### ABOUT THIS EXERCISE
Please reproduce verbatim the lines below, from the first through the one with "width:16px; height:16px; translate:-50%".

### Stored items
────────────────
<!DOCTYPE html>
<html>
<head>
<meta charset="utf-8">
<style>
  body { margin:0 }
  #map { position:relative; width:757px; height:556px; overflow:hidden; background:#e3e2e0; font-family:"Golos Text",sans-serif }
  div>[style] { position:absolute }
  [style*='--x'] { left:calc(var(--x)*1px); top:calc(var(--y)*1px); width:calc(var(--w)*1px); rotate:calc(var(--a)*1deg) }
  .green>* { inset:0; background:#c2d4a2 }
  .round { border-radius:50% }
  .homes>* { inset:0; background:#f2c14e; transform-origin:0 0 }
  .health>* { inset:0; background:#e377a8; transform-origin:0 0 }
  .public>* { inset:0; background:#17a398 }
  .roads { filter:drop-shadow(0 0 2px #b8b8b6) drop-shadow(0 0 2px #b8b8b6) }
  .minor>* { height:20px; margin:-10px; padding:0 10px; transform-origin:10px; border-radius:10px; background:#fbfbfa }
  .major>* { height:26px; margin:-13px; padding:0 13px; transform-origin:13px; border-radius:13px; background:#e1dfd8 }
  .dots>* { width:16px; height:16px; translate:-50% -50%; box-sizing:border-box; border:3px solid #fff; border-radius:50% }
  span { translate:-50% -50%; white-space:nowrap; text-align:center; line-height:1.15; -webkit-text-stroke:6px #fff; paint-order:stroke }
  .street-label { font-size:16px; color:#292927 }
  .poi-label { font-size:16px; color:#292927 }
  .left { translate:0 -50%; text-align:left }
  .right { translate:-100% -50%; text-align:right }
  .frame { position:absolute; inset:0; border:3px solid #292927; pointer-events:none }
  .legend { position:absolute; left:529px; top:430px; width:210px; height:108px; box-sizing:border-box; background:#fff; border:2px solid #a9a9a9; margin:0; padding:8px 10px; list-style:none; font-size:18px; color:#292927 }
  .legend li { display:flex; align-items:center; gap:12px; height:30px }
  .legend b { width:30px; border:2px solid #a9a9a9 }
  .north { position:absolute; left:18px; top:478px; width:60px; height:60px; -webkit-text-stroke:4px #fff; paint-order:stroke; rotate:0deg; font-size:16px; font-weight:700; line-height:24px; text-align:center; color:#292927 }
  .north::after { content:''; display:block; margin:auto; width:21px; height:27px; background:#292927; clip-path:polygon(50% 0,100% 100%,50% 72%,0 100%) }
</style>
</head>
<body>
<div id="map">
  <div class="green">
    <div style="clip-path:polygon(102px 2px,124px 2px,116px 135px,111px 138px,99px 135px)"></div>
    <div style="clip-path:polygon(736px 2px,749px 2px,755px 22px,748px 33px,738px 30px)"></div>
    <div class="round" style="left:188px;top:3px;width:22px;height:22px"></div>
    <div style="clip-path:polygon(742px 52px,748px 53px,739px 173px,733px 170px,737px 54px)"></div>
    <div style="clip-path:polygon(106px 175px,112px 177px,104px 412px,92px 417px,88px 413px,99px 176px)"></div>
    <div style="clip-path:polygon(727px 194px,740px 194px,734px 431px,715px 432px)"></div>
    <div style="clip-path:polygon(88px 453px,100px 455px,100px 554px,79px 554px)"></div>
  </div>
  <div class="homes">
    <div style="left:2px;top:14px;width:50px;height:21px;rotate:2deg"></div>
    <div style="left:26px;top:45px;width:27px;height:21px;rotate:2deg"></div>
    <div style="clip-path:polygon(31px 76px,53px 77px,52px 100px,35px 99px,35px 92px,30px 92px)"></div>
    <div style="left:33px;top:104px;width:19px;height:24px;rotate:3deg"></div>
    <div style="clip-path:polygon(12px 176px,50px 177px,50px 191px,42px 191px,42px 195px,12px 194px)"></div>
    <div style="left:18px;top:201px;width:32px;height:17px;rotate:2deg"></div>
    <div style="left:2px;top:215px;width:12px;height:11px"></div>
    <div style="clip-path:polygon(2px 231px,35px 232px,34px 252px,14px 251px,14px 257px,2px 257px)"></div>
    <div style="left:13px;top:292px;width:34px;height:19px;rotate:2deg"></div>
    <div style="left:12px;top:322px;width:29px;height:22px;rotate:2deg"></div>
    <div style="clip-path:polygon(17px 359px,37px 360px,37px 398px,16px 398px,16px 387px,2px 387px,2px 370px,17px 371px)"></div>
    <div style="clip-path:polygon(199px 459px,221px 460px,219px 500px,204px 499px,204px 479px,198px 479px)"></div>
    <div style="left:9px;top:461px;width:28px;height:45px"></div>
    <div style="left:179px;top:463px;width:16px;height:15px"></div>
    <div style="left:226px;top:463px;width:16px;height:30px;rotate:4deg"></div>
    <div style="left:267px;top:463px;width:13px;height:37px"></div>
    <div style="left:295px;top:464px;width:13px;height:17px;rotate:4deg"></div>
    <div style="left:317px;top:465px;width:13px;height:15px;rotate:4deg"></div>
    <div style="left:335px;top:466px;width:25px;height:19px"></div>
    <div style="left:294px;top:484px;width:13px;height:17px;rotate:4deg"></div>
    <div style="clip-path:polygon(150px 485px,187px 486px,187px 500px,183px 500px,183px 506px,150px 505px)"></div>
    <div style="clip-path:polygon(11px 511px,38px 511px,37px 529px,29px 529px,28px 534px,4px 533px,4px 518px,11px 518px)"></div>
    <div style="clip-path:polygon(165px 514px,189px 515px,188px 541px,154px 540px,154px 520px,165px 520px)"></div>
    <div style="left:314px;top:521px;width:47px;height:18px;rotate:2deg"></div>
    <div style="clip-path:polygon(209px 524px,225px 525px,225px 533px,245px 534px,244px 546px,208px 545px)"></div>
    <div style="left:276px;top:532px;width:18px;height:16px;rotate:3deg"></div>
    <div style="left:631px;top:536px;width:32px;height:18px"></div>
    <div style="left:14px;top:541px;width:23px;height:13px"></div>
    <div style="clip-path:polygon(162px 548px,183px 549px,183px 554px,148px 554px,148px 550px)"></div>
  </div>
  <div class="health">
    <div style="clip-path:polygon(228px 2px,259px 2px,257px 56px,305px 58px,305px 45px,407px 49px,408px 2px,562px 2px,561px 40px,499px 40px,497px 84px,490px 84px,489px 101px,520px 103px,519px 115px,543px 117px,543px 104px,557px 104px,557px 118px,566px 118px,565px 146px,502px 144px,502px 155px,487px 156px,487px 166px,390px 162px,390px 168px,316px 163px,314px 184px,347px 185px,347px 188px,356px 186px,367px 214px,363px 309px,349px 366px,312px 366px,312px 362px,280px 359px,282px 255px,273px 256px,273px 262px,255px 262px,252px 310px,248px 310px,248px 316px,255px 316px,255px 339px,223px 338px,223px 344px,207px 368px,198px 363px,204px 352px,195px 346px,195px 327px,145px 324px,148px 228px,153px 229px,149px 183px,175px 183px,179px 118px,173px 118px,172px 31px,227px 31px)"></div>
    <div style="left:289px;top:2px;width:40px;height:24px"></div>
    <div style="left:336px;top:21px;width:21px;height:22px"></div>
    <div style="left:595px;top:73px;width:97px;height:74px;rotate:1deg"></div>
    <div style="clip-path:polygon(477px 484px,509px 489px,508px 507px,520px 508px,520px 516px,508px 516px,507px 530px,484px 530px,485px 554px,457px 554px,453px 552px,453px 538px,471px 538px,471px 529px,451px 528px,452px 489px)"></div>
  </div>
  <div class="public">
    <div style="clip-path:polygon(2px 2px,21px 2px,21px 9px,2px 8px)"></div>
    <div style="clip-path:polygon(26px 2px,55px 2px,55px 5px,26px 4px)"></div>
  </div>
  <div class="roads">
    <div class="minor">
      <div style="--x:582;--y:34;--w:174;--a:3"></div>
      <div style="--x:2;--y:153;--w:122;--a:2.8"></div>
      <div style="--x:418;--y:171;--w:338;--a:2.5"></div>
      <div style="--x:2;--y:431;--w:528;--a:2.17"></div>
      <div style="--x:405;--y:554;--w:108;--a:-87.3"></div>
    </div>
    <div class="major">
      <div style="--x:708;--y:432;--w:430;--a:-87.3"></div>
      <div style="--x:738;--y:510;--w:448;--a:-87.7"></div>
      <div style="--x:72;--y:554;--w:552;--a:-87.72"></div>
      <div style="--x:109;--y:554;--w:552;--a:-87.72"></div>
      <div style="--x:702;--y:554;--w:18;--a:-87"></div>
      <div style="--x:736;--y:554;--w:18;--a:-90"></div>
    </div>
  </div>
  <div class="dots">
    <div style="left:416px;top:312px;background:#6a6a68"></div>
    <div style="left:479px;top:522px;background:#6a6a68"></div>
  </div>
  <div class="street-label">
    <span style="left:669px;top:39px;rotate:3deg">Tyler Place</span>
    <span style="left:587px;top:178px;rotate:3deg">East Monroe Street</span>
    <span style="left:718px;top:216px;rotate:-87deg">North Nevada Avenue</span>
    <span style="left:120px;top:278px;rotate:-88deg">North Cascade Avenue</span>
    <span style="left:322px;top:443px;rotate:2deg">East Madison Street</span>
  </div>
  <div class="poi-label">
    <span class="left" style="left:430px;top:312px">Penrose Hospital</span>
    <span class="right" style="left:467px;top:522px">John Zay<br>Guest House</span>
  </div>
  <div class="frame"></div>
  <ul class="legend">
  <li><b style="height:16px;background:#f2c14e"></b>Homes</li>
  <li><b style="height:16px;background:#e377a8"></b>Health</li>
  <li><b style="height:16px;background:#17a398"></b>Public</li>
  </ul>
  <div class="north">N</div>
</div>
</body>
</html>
────────────────
### ANSWER AREA
<!DOCTYPE html>
<html>
<head>
<meta charset="utf-8">
<style>
  body { margin:0 }
  #map { position:relative; width:757px; height:556px; overflow:hidden; background:#e3e2e0; font-family:"Golos Text",sans-serif }
  div>[style] { position:absolute }
  [style*='--x'] { left:calc(var(--x)*1px); top:calc(var(--y)*1px); width:calc(var(--w)*1px); rotate:calc(var(--a)*1deg) }
  .green>* { inset:0; background:#c2d4a2 }
  .round { border-radius:50% }
  .homes>* { inset:0; background:#f2c14e; transform-origin:0 0 }
  .health>* { inset:0; background:#e377a8; transform-origin:0 0 }
  .public>* { inset:0; background:#17a398 }
  .roads { filter:drop-shadow(0 0 2px #b8b8b6) drop-shadow(0 0 2px #b8b8b6) }
  .minor>* { height:20px; margin:-10px; padding:0 10px; transform-origin:10px; border-radius:10px; background:#fbfbfa }
  .major>* { height:26px; margin:-13px; padding:0 13px; transform-origin:13px; border-radius:13px; background:#e1dfd8 }
  .dots>* { width:16px; height:16px; translate:-50% -50%; box-sizing:border-box; border:3px solid #fff; border-radius:50% }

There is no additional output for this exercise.